§ Your objective:
Transcribe the following records in full, exactly as shown.

§ Data under study:
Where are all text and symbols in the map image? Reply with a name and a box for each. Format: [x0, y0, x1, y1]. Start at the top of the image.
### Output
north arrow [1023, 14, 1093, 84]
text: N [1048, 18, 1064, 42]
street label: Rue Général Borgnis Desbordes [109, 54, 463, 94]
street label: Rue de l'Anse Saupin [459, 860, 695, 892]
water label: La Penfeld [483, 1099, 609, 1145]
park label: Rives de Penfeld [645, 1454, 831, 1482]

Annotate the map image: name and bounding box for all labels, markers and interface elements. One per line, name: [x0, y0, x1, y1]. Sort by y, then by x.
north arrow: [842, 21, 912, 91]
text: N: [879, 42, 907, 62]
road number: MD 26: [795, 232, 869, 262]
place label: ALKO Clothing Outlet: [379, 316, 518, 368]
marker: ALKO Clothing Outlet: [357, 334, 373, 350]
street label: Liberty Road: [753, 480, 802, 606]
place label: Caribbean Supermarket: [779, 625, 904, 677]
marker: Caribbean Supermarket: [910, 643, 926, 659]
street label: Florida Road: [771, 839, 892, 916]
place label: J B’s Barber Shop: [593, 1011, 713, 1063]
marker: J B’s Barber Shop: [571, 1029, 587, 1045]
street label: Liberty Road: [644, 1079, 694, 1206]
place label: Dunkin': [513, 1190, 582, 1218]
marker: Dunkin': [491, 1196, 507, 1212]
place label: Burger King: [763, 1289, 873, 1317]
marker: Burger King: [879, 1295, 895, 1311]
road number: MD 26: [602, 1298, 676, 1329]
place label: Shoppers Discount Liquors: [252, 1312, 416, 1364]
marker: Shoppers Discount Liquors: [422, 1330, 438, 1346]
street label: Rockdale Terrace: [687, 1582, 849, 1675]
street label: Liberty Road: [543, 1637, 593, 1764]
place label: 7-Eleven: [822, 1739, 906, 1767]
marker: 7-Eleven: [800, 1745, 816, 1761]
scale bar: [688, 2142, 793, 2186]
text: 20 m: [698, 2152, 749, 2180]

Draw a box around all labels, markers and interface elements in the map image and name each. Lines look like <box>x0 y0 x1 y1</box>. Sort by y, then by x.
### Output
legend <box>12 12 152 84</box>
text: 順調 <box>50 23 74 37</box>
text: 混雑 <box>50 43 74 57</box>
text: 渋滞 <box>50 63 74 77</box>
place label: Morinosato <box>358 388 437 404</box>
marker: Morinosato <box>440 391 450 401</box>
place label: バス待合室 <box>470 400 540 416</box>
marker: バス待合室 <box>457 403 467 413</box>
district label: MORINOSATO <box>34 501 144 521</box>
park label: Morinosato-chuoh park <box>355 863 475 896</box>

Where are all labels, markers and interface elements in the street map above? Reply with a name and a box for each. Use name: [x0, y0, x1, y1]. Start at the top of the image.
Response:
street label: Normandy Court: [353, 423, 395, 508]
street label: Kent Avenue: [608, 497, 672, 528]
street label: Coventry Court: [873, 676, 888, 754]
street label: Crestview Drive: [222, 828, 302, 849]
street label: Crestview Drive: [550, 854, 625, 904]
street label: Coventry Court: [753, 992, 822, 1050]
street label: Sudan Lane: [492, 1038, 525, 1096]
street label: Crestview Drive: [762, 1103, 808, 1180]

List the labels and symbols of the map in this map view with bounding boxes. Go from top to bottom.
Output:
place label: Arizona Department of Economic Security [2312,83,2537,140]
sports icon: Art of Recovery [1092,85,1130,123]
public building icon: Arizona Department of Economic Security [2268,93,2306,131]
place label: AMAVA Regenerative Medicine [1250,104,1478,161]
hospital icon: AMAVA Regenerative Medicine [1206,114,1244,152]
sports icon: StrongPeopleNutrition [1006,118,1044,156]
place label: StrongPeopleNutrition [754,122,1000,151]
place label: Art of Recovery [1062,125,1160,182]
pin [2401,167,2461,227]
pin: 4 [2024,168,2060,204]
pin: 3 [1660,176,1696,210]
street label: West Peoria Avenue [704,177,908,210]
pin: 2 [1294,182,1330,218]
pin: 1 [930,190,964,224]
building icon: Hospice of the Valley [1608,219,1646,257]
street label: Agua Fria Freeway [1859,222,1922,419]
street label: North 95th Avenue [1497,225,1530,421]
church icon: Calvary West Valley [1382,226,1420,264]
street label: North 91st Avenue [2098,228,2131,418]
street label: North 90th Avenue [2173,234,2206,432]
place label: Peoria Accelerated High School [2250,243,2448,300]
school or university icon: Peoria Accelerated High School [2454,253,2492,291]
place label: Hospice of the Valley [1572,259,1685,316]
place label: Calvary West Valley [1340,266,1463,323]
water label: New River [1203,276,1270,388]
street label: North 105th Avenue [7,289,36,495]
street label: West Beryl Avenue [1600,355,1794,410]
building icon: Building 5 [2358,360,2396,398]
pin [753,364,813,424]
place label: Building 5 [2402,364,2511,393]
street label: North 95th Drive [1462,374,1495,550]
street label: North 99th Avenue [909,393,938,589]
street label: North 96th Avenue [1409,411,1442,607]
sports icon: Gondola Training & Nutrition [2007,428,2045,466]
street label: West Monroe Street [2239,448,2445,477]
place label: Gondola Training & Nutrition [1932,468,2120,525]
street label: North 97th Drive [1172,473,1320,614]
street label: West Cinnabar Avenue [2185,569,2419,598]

§ Solution below:
Where are all text and symbols in the map image? Reply with a name and a box for each. Format: [x0, y0, x1, y1]. Start at the top of the image.
### Output
north arrow [1023, 14, 1093, 84]
text: N [1048, 18, 1064, 42]
street label: Rue Général Borgnis Desbordes [109, 54, 463, 94]
street label: Rue de l'Anse Saupin [459, 860, 695, 892]
water label: La Penfeld [483, 1099, 609, 1145]
park label: Rives de Penfeld [645, 1454, 831, 1482]

Annotate the map image: name and bounding box for all labels, markers and interface elements. One per line, name: [x0, y0, x1, y1]. Sort by y, then by x.
north arrow: [842, 21, 912, 91]
text: N: [879, 42, 907, 62]
road number: MD 26: [795, 232, 869, 262]
place label: ALKO Clothing Outlet: [379, 316, 518, 368]
marker: ALKO Clothing Outlet: [357, 334, 373, 350]
street label: Liberty Road: [753, 480, 802, 606]
place label: Caribbean Supermarket: [779, 625, 904, 677]
marker: Caribbean Supermarket: [910, 643, 926, 659]
street label: Florida Road: [771, 839, 892, 916]
place label: J B’s Barber Shop: [593, 1011, 713, 1063]
marker: J B’s Barber Shop: [571, 1029, 587, 1045]
street label: Liberty Road: [644, 1079, 694, 1206]
place label: Dunkin': [513, 1190, 582, 1218]
marker: Dunkin': [491, 1196, 507, 1212]
place label: Burger King: [763, 1289, 873, 1317]
marker: Burger King: [879, 1295, 895, 1311]
road number: MD 26: [602, 1298, 676, 1329]
place label: Shoppers Discount Liquors: [252, 1312, 416, 1364]
marker: Shoppers Discount Liquors: [422, 1330, 438, 1346]
street label: Rockdale Terrace: [687, 1582, 849, 1675]
street label: Liberty Road: [543, 1637, 593, 1764]
place label: 7-Eleven: [822, 1739, 906, 1767]
marker: 7-Eleven: [800, 1745, 816, 1761]
scale bar: [688, 2142, 793, 2186]
text: 20 m: [698, 2152, 749, 2180]

Draw a box around all labels, markers and interface elements in the map image and name each. Lines look like <box>x0 y0 x1 y1</box>. Sort by y, then by x.
### Output
legend <box>12 12 152 84</box>
text: 順調 <box>50 23 74 37</box>
text: 混雑 <box>50 43 74 57</box>
text: 渋滞 <box>50 63 74 77</box>
place label: Morinosato <box>358 388 437 404</box>
marker: Morinosato <box>440 391 450 401</box>
place label: バス待合室 <box>470 400 540 416</box>
marker: バス待合室 <box>457 403 467 413</box>
district label: MORINOSATO <box>34 501 144 521</box>
park label: Morinosato-chuoh park <box>355 863 475 896</box>

Where are all labels, markers and interface elements in the street map above? Reply with a name and a box for each. Use name: [x0, y0, x1, y1]. Start at the top of the image.
Response:
street label: Normandy Court: [353, 423, 395, 508]
street label: Kent Avenue: [608, 497, 672, 528]
street label: Coventry Court: [873, 676, 888, 754]
street label: Crestview Drive: [222, 828, 302, 849]
street label: Crestview Drive: [550, 854, 625, 904]
street label: Coventry Court: [753, 992, 822, 1050]
street label: Sudan Lane: [492, 1038, 525, 1096]
street label: Crestview Drive: [762, 1103, 808, 1180]

List the labels and symbols of the map in this map view with bounding boxes. Go from top to bottom.
Output:
place label: Arizona Department of Economic Security [2312,83,2537,140]
sports icon: Art of Recovery [1092,85,1130,123]
public building icon: Arizona Department of Economic Security [2268,93,2306,131]
place label: AMAVA Regenerative Medicine [1250,104,1478,161]
hospital icon: AMAVA Regenerative Medicine [1206,114,1244,152]
sports icon: StrongPeopleNutrition [1006,118,1044,156]
place label: StrongPeopleNutrition [754,122,1000,151]
place label: Art of Recovery [1062,125,1160,182]
pin [2401,167,2461,227]
pin: 4 [2024,168,2060,204]
pin: 3 [1660,176,1696,210]
street label: West Peoria Avenue [704,177,908,210]
pin: 2 [1294,182,1330,218]
pin: 1 [930,190,964,224]
building icon: Hospice of the Valley [1608,219,1646,257]
street label: Agua Fria Freeway [1859,222,1922,419]
street label: North 95th Avenue [1497,225,1530,421]
church icon: Calvary West Valley [1382,226,1420,264]
street label: North 91st Avenue [2098,228,2131,418]
street label: North 90th Avenue [2173,234,2206,432]
place label: Peoria Accelerated High School [2250,243,2448,300]
school or university icon: Peoria Accelerated High School [2454,253,2492,291]
place label: Hospice of the Valley [1572,259,1685,316]
place label: Calvary West Valley [1340,266,1463,323]
water label: New River [1203,276,1270,388]
street label: North 105th Avenue [7,289,36,495]
street label: West Beryl Avenue [1600,355,1794,410]
building icon: Building 5 [2358,360,2396,398]
pin [753,364,813,424]
place label: Building 5 [2402,364,2511,393]
street label: North 95th Drive [1462,374,1495,550]
street label: North 99th Avenue [909,393,938,589]
street label: North 96th Avenue [1409,411,1442,607]
sports icon: Gondola Training & Nutrition [2007,428,2045,466]
street label: West Monroe Street [2239,448,2445,477]
place label: Gondola Training & Nutrition [1932,468,2120,525]
street label: North 97th Drive [1172,473,1320,614]
street label: West Cinnabar Avenue [2185,569,2419,598]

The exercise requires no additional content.